“Excluded Registration” means (i) a registration relating to the sale of securities to employees of the Company or a subsidiary pursuant to a stock option, stock purchase, or similar plan on Form S-8 or its successor approved by the Board of Directors of the Company or (ii) a registration statement on Form S-4 or its successor.
“FINRA” means the Financial Industry Regulatory Authority.
“GGC” shall have the meaning set forth in the Preamble.
“GGC Investor” means, collectively, GGC, together with its Permitted Transferees that hold Registrable Securities.
“Holder” means any Principal Stockholder for so long as it holds Registrable Securities.
“IPO” shall have the meaning set forth in the Recitals.
“Issuer Free Writing Prospectus” means an issuer free writing prospectus, as defined in Rule 433 under the Securities Act, relating to an offer of the Registrable Securities.
“Issuer Shares” means the shares of Common Stock or other equity securities of the Company, and any securities into which such shares of Common Stock or other equity securities shall have been converted or exchanged or any securities resulting from any reclassification or recapitalization of such shares of Common Stock or other equity securities.

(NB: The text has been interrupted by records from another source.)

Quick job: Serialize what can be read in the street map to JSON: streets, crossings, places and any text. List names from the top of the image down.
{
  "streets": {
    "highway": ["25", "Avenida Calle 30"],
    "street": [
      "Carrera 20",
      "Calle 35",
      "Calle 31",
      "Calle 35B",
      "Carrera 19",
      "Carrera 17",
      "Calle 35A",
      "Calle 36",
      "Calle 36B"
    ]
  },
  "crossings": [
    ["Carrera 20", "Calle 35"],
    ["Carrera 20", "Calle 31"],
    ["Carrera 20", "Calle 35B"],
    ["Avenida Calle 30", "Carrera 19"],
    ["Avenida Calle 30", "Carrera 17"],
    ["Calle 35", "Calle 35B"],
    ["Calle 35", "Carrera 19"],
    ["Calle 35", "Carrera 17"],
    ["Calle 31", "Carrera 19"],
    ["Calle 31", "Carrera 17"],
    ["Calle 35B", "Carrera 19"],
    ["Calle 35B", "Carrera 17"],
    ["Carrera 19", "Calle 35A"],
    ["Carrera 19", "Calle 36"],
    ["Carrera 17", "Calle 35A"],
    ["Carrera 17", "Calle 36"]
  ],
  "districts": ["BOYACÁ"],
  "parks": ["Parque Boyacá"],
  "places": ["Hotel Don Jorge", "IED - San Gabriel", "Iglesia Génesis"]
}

“LLC Units” shall have the meaning set forth in the Recitals.
“Permitted Transferee” means with respect to any Holder, any Affiliate of such Holder.

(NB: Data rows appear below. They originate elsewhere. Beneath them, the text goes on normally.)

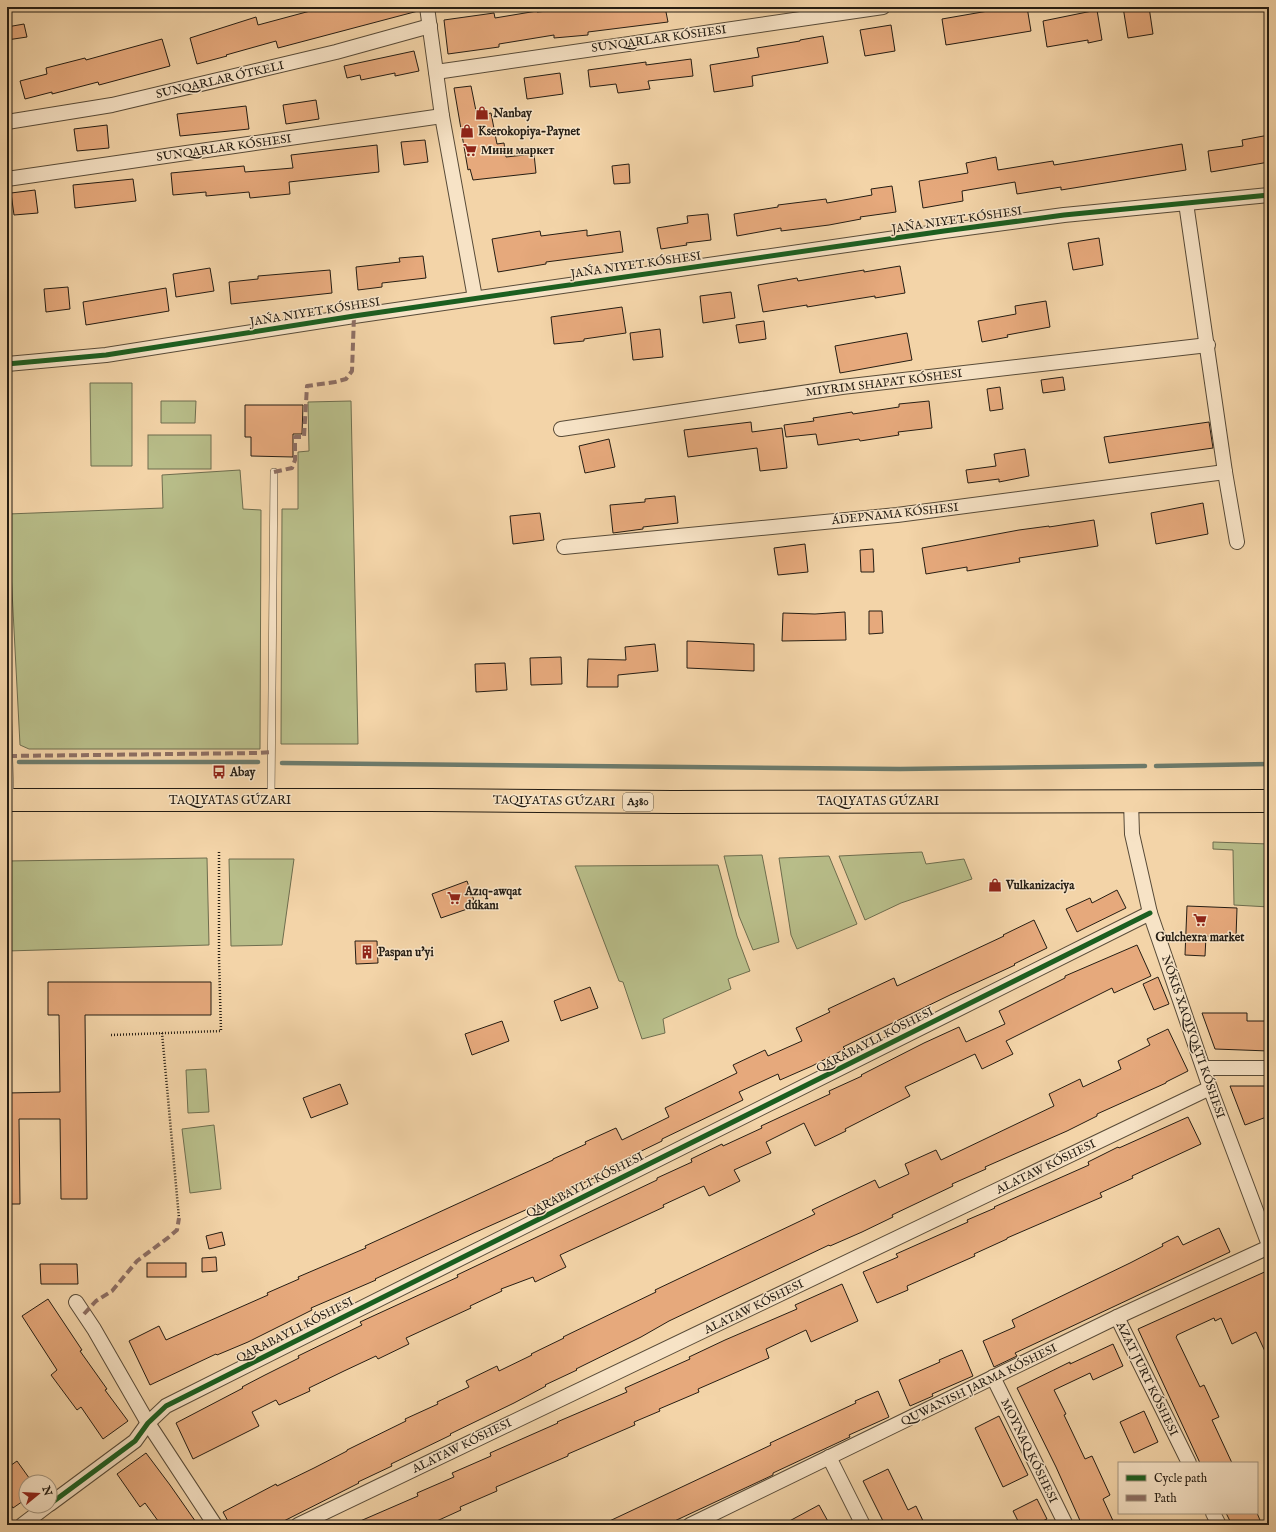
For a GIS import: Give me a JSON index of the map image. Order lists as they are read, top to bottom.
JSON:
{
  "streets": {
    "highway": ["A380"],
    "street": [
      "SUNQARLAR KÓSHESI",
      "SUNQARLAR ÓTKELI",
      "JAŃA NIYET KÓSHESI",
      "MIYRIM SHAPAT KÓSHESI",
      "ÁDEPNAMA KÓSHESI",
      "ALATAW KÓSHESI",
      "AZAT JURT KÓSHESI",
      "MOYNAQ KÓSHESI"
    ],
    "cycle path": ["QARABAYLI KÓSHESI"]
  },
  "places": {
    "shop": ["Nanbay", "Kserokopiya-Paynet", "Vulkanizaciya"],
    "supermarket": ["Мини маркет", "Azıq-awqat dúkanı", "Gulchexra market"],
    "bus stop": ["Abay"],
    "building": ["Paspan u'yi"]
  },
  "legend": ["Cycle path", "Path"],
  "north": "right"
}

“Person” means any individual, partnership, corporation, company, association, trust, joint venture, limited liability company, unincorporated organization, entity or division, or any government, governmental department or agency or political subdivision thereof.
“Pre-Approved Transfer” means a Transfer by the BSMH Investor to an Affiliate that (i) does not involve a disposition for value and (ii) in respect of which the Transferee has duly and validly executed and delivered an agreement to be bound by the provisions of Section 3.4 of this Agreement to the same extent as if it were the BSMH Investor, in form and substance reasonably satisfactory to the Company.
“Principal Stockholder” means each of the BSMH Investor and the GGC Investor.
“Pro Rata Portion” means, with respect to each Holder requesting that its shares be registered or sold in a Public Offering, a number of such shares equal to the aggregate number of Registrable Securities requested to be registered or sold in such Public Offering (excluding any shares to be registered or sold for the account of the Company) multiplied by a fraction, the numerator of which is the aggregate number of Registrable Securities held by such Holder immediately following Closing (after giving effect to any exercise by the underwriters of their option to purchase additional shares as well as the repurchase of Class B Common Stock and LLC Units by the Company, if any, in connection with the closing of the IPO), and the denominator of which is the aggregate number of Registrable Securities held by all Holders immediately following Closing (after giving effect to any exercise by the underwriters of their option to purchase additional shares as well as the repurchase of Class B Common Stock and LLC Units by the Company, if any, in connection with the closing of the IPO).